My Head is Not a Normal Head
i think i’ve mentioned here before that i often have really vivid dreams. sometimes they are the good kind of vivid – yes, that kind of good…and sometimes they are not. like really really not. like buildings blowing up because of something i did, kind of not. they are hard to wake up from, because i’m always fairly sure that i’m not really sleeping, that the things that are happening in the dreams are really happening and then when i do force myself awake, well, its hard to fall back asleep because i’m scared of what i might find.
recent dreams include: my cousins being real live vampires, watching people wash the windows of a really high building that i’m working in and then watching them fall, driving a car with people in the backseat who start bleeding for no reason and not being able to find a hospital. toasters electicuting people i love. this problem is bad…and it seems to be getting worse.

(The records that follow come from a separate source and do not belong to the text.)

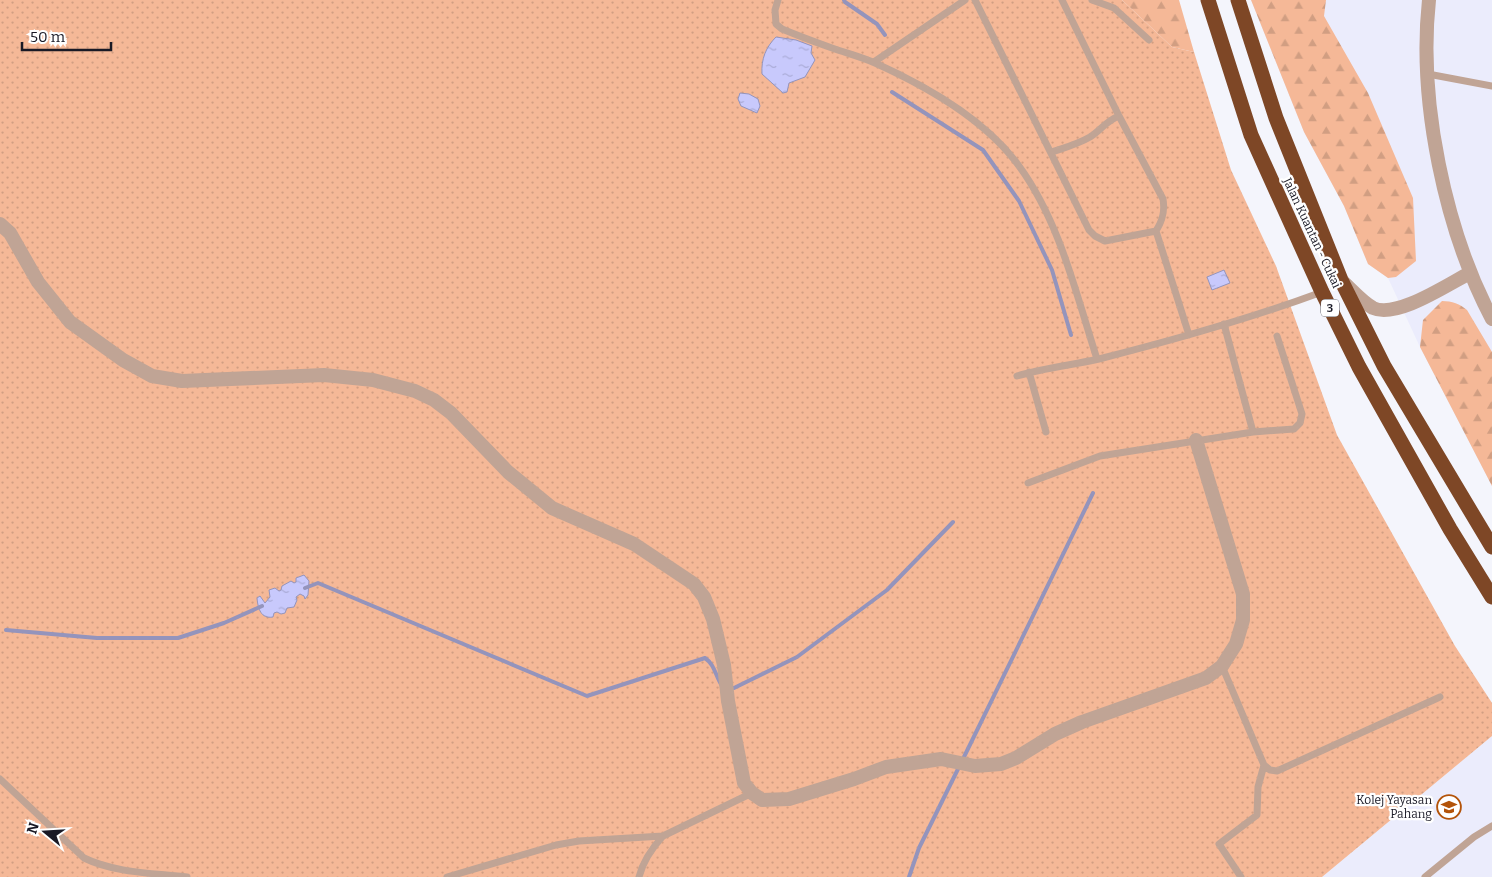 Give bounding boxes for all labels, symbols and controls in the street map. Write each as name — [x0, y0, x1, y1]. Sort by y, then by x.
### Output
scale bar — [22, 20, 111, 52]
text: 50 m — [30, 28, 66, 46]
street label: Jalan Kuantan - Cukai — [1280, 175, 1344, 291]
road number: 3 — [1321, 300, 1339, 316]
place label: Kolej Yayasan Pahang — [1356, 793, 1432, 821]
school or university icon: Kolej Yayasan Pahang — [1436, 794, 1462, 820]
north arrow — [20, 807, 70, 857]
text: N — [23, 820, 43, 836] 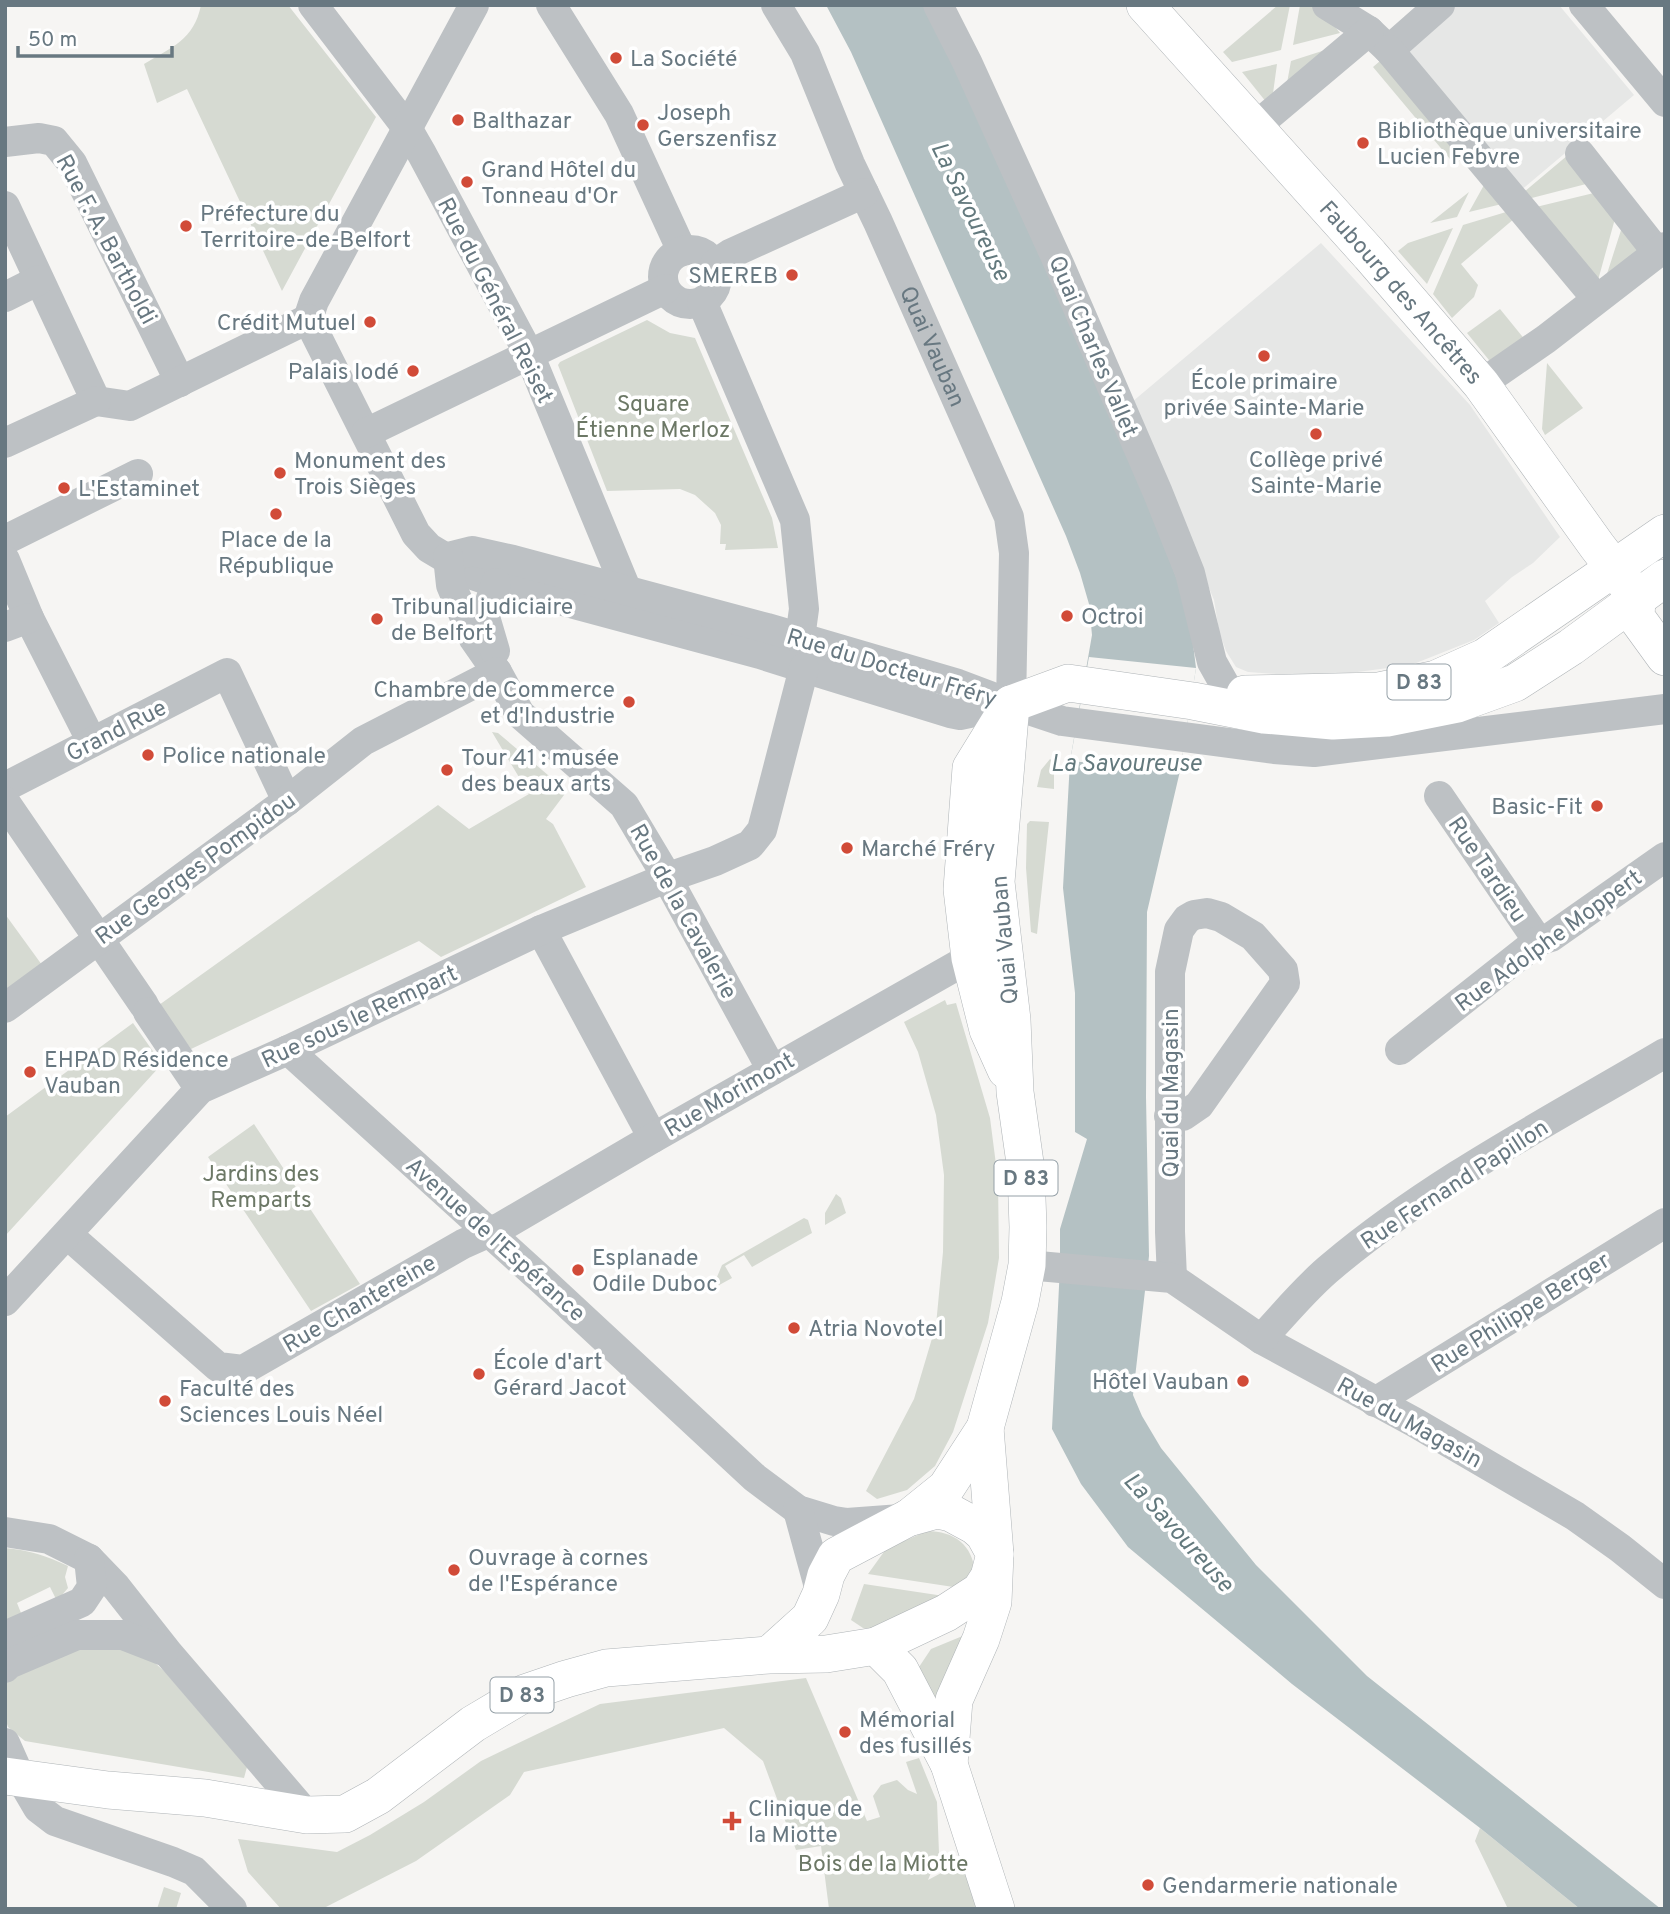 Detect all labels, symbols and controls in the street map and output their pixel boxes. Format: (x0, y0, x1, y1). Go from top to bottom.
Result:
scale bar (18, 14, 172, 58)
text: 50 m (28, 27, 77, 54)
place label: La Société (630, 46, 737, 75)
marker: La Société (608, 50, 624, 66)
place label: Joseph Gerszenfisz (657, 100, 777, 155)
place label: Balthazar (472, 108, 572, 137)
marker: Balthazar (450, 112, 466, 128)
marker: Joseph Gerszenfisz (635, 117, 651, 133)
place label: Bibliothèque universitaire Lucien Febvre (1377, 118, 1642, 173)
marker: Bibliothèque universitaire Lucien Febvre (1355, 135, 1371, 151)
water label: La Savoureuse (923, 137, 1016, 287)
street label: Rue F. A. Bartholdi (48, 150, 162, 330)
place label: Grand Hôtel du Tonneau d'Or (481, 157, 636, 212)
marker: Grand Hôtel du Tonneau d'Or (459, 174, 475, 190)
street label: Rue du Général Reiset (429, 193, 558, 409)
street label: Faubourg des Ancêtres (1311, 196, 1487, 392)
place label: Préfecture du Territoire-de-Belfort (200, 201, 411, 256)
marker: Préfecture du Territoire-de-Belfort (178, 218, 194, 234)
street label: Quai Charles Vallet (1040, 252, 1143, 442)
place label: SMEREB (688, 263, 778, 292)
marker: SMEREB (784, 267, 800, 283)
street label: Quai Vauban (891, 282, 970, 412)
place label: Crédit Mutuel (217, 310, 356, 339)
marker: Crédit Mutuel (362, 314, 378, 330)
marker: École primaire privée Sainte-Marie (1256, 348, 1272, 364)
place label: Palais Iodé (288, 359, 399, 388)
marker: Palais Iodé (405, 363, 421, 379)
place label: École primaire privée Sainte-Marie (1164, 368, 1364, 424)
park label: Square Étienne Merloz (576, 391, 730, 446)
marker: Collège privé Sainte-Marie (1308, 426, 1324, 442)
place label: Collège privé Sainte-Marie (1249, 447, 1383, 502)
place label: Monument des Trois Sièges (294, 448, 446, 503)
marker: Monument des Trois Sièges (272, 465, 288, 481)
place label: L'Estaminet (78, 476, 200, 505)
marker: L'Estaminet (56, 480, 72, 496)
marker: Place de la République (268, 506, 284, 522)
place label: Place de la République (218, 527, 334, 582)
place label: Tribunal judiciaire de Belfort (391, 594, 573, 649)
place label: Octroi (1081, 604, 1144, 633)
marker: Octroi (1059, 608, 1075, 624)
marker: Tribunal judiciaire de Belfort (369, 611, 385, 627)
street label: Rue du Docteur Fréry (783, 624, 1000, 715)
road number: D 83 (1388, 664, 1450, 700)
place label: Chambre de Commerce et d'Industrie (373, 677, 615, 732)
marker: Chambre de Commerce et d'Industrie (621, 694, 637, 710)
street label: Grand Rue (62, 695, 172, 770)
place label: Police nationale (162, 743, 326, 772)
place label: Tour 41 : musée des beaux arts (461, 745, 619, 800)
marker: Police nationale (140, 747, 156, 763)
water label: La Savoureuse (1051, 750, 1202, 780)
marker: Tour 41 : musée des beaux arts (439, 762, 455, 778)
street label: Rue Georges Pompidou (90, 787, 302, 953)
place label: Basic-Fit (1491, 794, 1583, 823)
marker: Basic-Fit (1589, 798, 1605, 814)
street label: Rue Tardieu (1440, 812, 1532, 929)
street label: Rue de la Cavalerie (622, 820, 742, 1005)
place label: Marché Fréry (861, 836, 995, 865)
marker: Marché Fréry (839, 840, 855, 856)
street label: Rue Adolphe Moppert (1450, 864, 1649, 1020)
street label: Quai Vauban (986, 874, 1027, 1005)
street label: Rue sous le Rempart (258, 960, 463, 1076)
street label: Quai du Magasin (1158, 1008, 1187, 1178)
place label: EHPAD Résidence Vauban (44, 1047, 229, 1102)
street label: Rue Morimont (660, 1047, 800, 1145)
marker: EHPAD Résidence Vauban (22, 1064, 38, 1080)
street label: Rue Fernand Papillon (1356, 1115, 1555, 1258)
street label: Avenue de l'Espérance (398, 1152, 590, 1329)
road number: D 83 (995, 1160, 1058, 1196)
park label: Jardins des Remparts (202, 1161, 320, 1216)
place label: Esplanade Odile Duboc (592, 1245, 718, 1300)
street label: Rue Philippe Berger (1427, 1247, 1616, 1381)
street label: Rue Chantereine (279, 1250, 442, 1361)
marker: Esplanade Odile Duboc (570, 1262, 586, 1278)
place label: Atria Novotel (808, 1316, 943, 1345)
marker: Atria Novotel (786, 1320, 802, 1336)
place label: École d'art Gérard Jacot (493, 1348, 627, 1404)
marker: École d'art Gérard Jacot (471, 1366, 487, 1382)
place label: Hôtel Vauban (1092, 1369, 1229, 1398)
street label: Rue du Magasin (1331, 1372, 1487, 1476)
marker: Hôtel Vauban (1235, 1373, 1251, 1389)
place label: Faculté des Sciences Louis Néel (179, 1376, 383, 1431)
marker: Faculté des Sciences Louis Néel (157, 1393, 173, 1409)
water label: La Savoureuse (1116, 1467, 1240, 1600)
place label: Ouvrage à cornes de l'Espérance (468, 1545, 648, 1600)
marker: Ouvrage à cornes de l'Espérance (446, 1562, 462, 1578)
road number: D 83 (490, 1678, 554, 1712)
place label: Mémorial des fusillés (859, 1707, 972, 1762)
marker: Mémorial des fusillés (837, 1724, 853, 1740)
place label: Clinique de la Miotte (748, 1796, 862, 1851)
marker: Clinique de la Miotte (722, 1811, 742, 1831)
park label: Bois de la Miotte (798, 1851, 968, 1880)
place label: Gendarmerie nationale (1162, 1873, 1398, 1902)
marker: Gendarmerie nationale (1140, 1877, 1156, 1893)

lately i’ve been having dreams where i fight with ABN. and its awful. in real life our relationship has never been better, but in my dreams either he’s being mean or i’m feeling hurt and i continually wake up thinking its real. it’s gotten to the point where i mope in the morning and ABN has to remind me that it was only a dream. even knowing the truth, it still takes me a few hours to get over my feelings of being so hurt and angry. what is wrong with me?
ABN never remembers his dreams. it makes me angry. i feel like he gets to sleep peacefully while i twist and turn and my mind races. every now and then he’ll yell, audibly, in the middle of the night (i actually do a great impression), signalling that he’s having a nightmare. but being the good partner that i am, i’ll rub his back to wake him up and tell him he’s only dreaming. before the words are completely out of my mouth he’ll roll over and go back to sleep – remembering nothing of the episode in the morning.
then again, he doesn’t get to remember those good kind of vivid dreams either – so i guess it evens out in the end.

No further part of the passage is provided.